◆ PROBLEM STATEMENT
Count the lines in the entries that contain "show". Say the number and nothing more.

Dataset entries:

+ + + + + + +

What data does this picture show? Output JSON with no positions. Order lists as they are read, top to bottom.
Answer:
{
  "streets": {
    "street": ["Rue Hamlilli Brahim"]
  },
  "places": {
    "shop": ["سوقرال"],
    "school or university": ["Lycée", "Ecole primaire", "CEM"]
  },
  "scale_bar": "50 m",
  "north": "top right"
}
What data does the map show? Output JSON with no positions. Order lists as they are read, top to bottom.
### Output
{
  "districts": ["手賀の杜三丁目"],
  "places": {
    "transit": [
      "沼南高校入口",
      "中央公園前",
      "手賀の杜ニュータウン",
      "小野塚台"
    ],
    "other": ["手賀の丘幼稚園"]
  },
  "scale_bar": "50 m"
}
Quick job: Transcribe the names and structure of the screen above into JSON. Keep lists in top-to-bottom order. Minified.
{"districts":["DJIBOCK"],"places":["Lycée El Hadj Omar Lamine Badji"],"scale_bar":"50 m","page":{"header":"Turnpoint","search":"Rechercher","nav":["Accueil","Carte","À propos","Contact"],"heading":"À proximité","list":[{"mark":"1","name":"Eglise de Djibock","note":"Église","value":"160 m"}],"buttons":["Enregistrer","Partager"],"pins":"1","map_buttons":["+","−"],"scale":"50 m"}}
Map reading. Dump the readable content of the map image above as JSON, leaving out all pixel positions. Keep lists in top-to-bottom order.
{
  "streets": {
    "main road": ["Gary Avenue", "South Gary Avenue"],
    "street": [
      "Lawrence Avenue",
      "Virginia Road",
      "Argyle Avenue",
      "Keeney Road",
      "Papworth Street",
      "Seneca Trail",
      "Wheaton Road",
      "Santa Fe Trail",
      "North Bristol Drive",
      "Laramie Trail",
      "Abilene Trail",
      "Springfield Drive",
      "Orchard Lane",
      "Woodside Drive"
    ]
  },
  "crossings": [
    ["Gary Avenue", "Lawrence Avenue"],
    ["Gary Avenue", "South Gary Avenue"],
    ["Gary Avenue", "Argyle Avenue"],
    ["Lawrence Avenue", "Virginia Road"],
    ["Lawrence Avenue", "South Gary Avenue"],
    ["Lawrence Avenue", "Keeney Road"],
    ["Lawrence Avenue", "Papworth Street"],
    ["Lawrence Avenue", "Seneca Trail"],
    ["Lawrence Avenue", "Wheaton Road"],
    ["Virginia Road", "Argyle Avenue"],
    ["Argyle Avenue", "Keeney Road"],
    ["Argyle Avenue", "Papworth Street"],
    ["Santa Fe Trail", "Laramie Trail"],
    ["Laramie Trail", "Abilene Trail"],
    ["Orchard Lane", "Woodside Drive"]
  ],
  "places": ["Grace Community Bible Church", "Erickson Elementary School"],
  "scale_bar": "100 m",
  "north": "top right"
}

+ + + + + + +

◆ RESPONSE TO THE EXERCISE
2